Stored items:
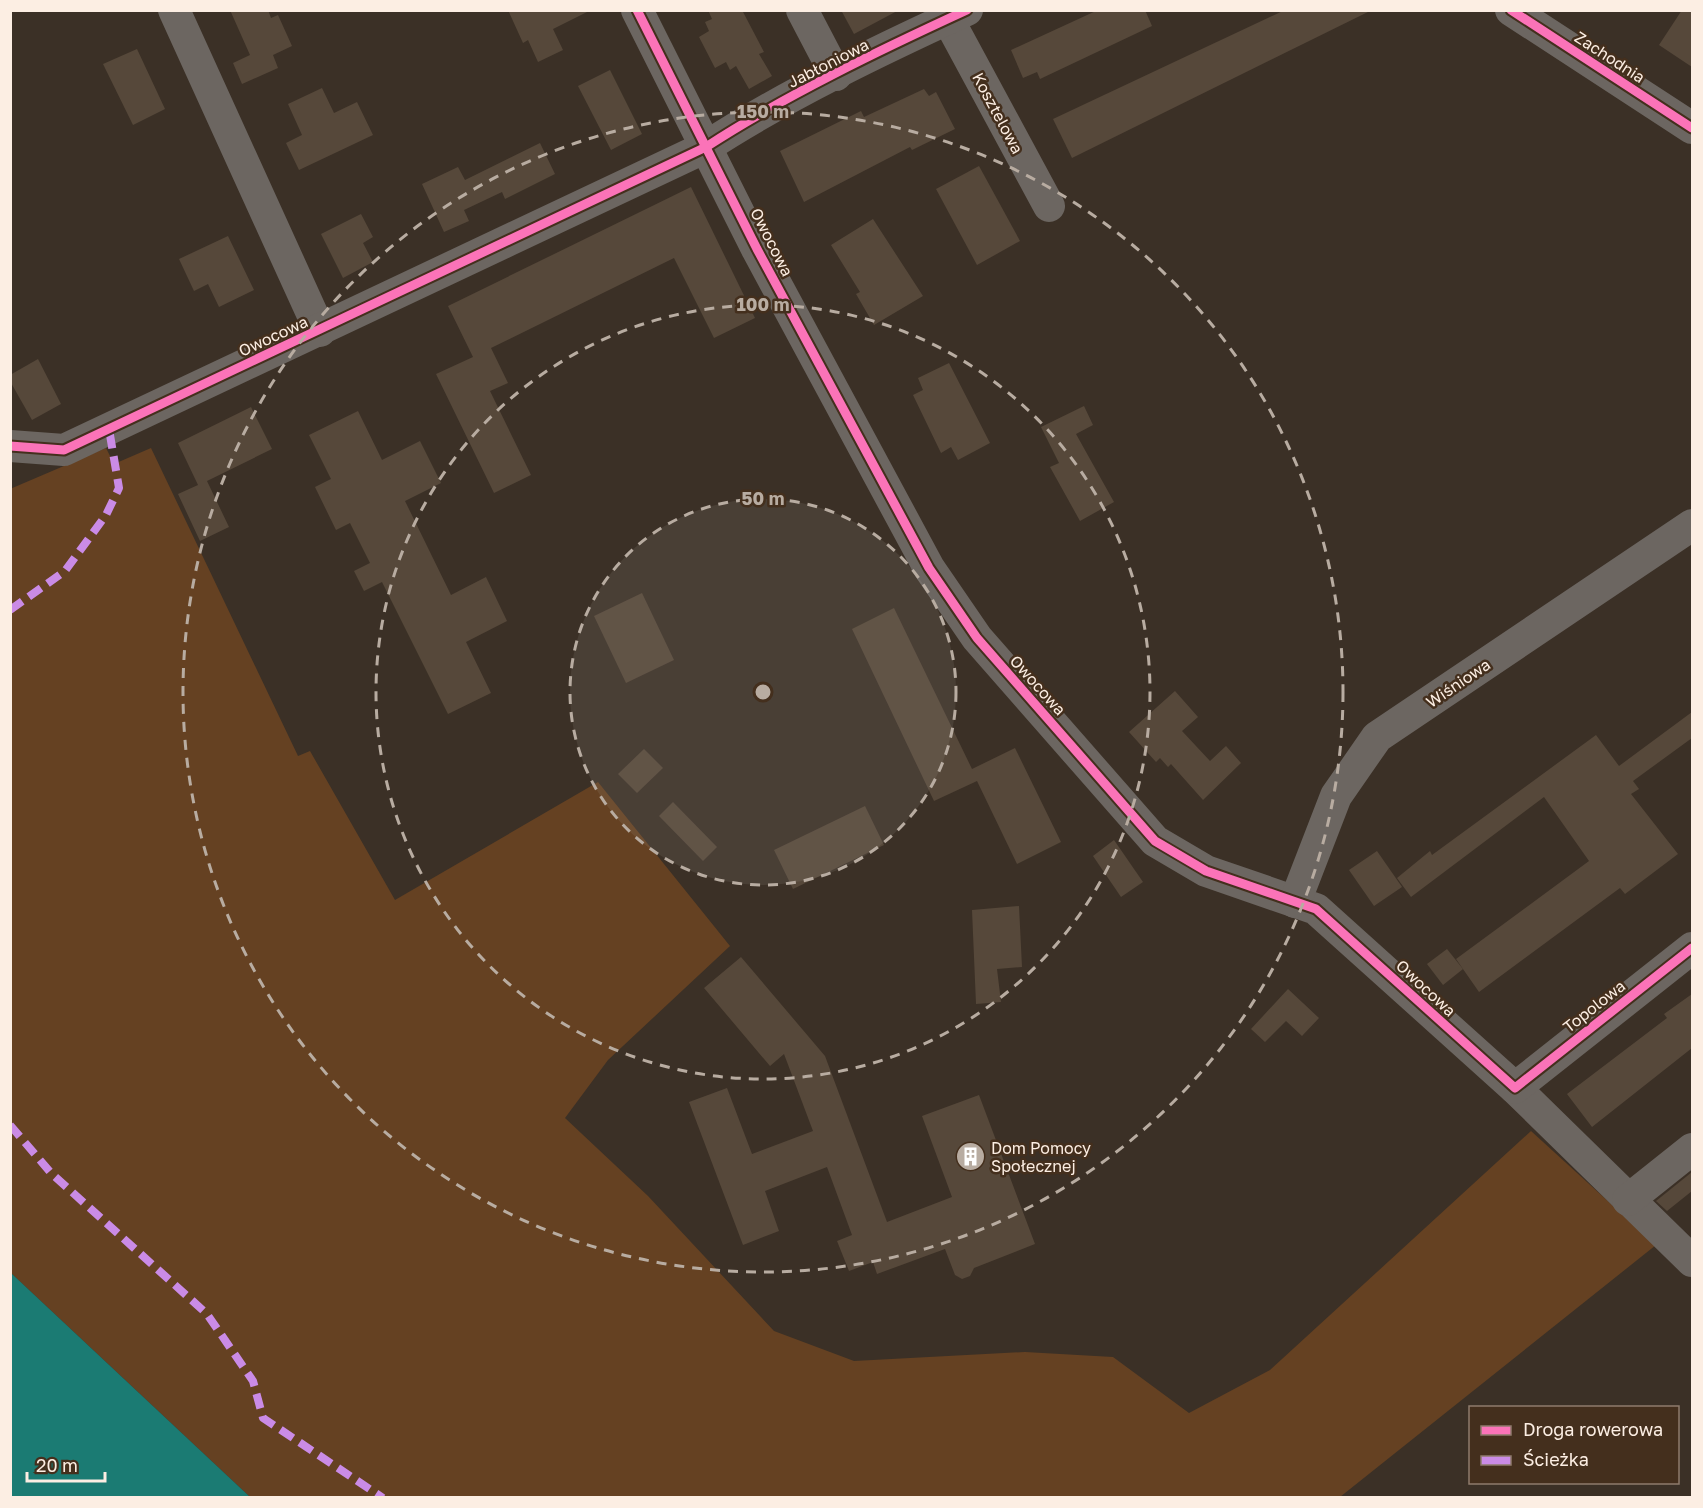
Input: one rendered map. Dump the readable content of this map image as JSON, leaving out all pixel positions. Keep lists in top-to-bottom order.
{
  "streets": {
    "street": [
      "Zachodnia",
      "Jabłoniowa",
      "Kosztelowa",
      "Owocowa",
      "Wiśniowa",
      "Topolowa"
    ]
  },
  "crossings": [
    ["Jabłoniowa", "Kosztelowa"],
    ["Jabłoniowa", "Owocowa"],
    ["Owocowa", "Wiśniowa"],
    ["Owocowa", "Topolowa"]
  ],
  "places": {
    "building": ["Dom Pomocy Społecznej"]
  },
  "legend": ["Droga rowerowa", "Ścieżka"],
  "scale_bar": "20 m",
  "rings": ["150 m", "100 m", "50 m"]
}
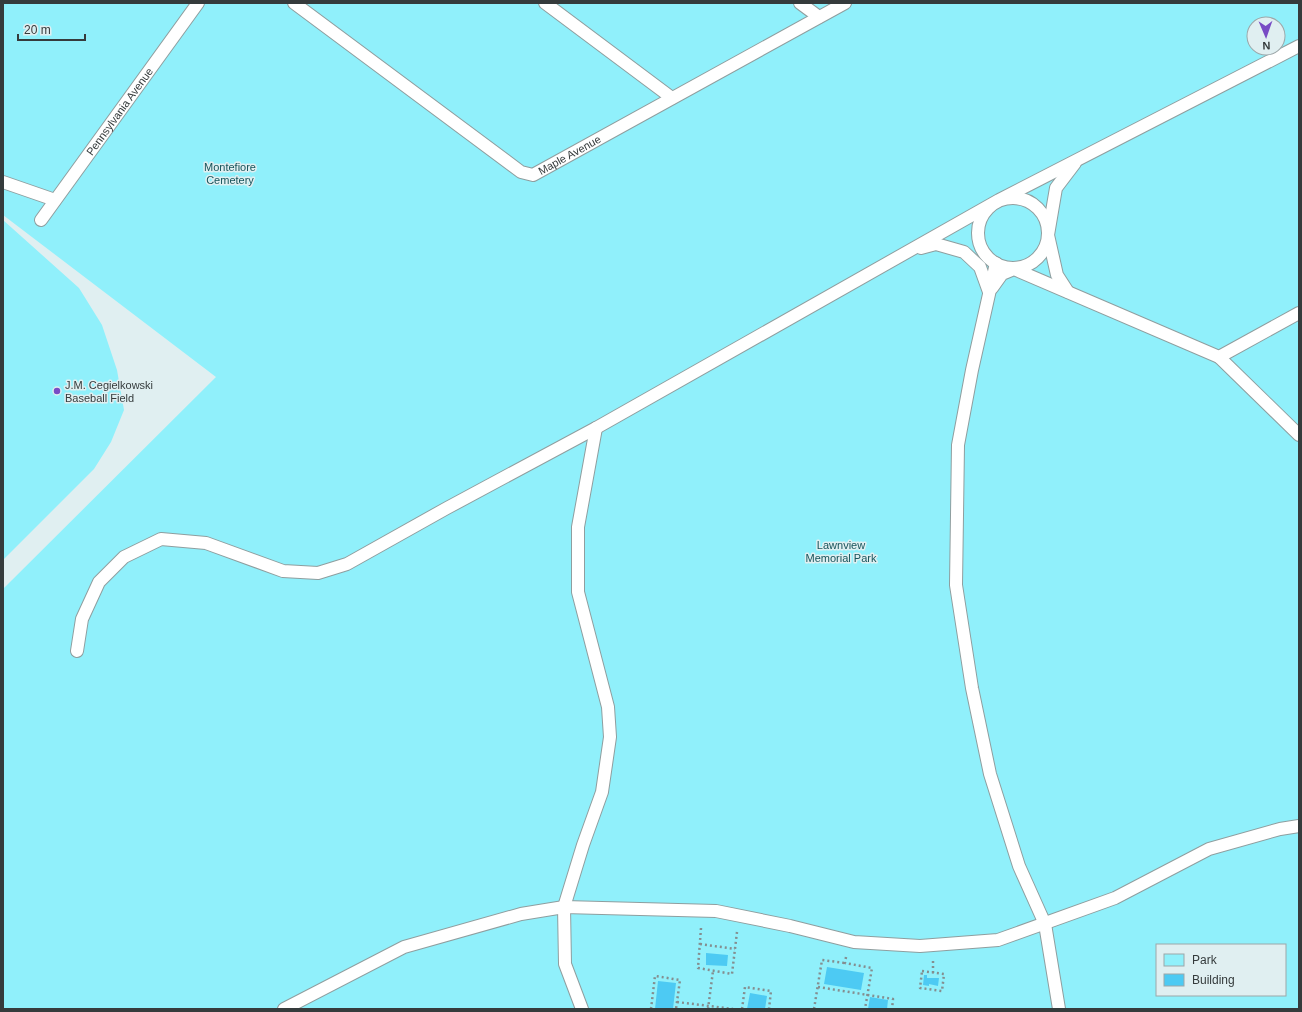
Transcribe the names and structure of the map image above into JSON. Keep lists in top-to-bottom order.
{
  "streets": {
    "lane": ["Pennsylvania Avenue", "Maple Avenue"]
  },
  "parks": ["Montefiore Cemetery", "Lawnview Memorial Park"],
  "places": ["J.M. Cegielkowski Baseball Field"],
  "legend": ["Park", "Building"],
  "scale_bar": "20 m",
  "north": "bottom"
}
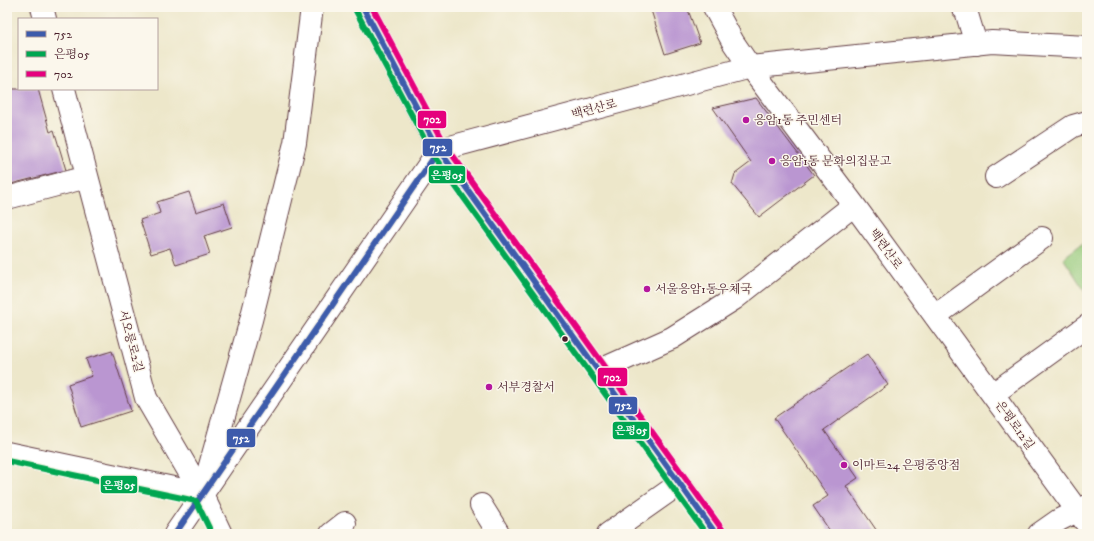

_EXERCISE OBJECTIVE:_ Copy out only the lines beginning at the line with "Transcribe the names" and ending at the last line of the entries. Keep them exact; drop pictures.

_EXERCISE RESULT:_
Transcribe the names and structure of the map image above into JSON. Keep lists in top-to-bottom order.
{
  "streets": {
    "lane": ["Pennsylvania Avenue", "Maple Avenue"]
  },
  "parks": ["Montefiore Cemetery", "Lawnview Memorial Park"],
  "places": ["J.M. Cegielkowski Baseball Field"],
  "legend": ["Park", "Building"],
  "scale_bar": "20 m",
  "north": "bottom"
}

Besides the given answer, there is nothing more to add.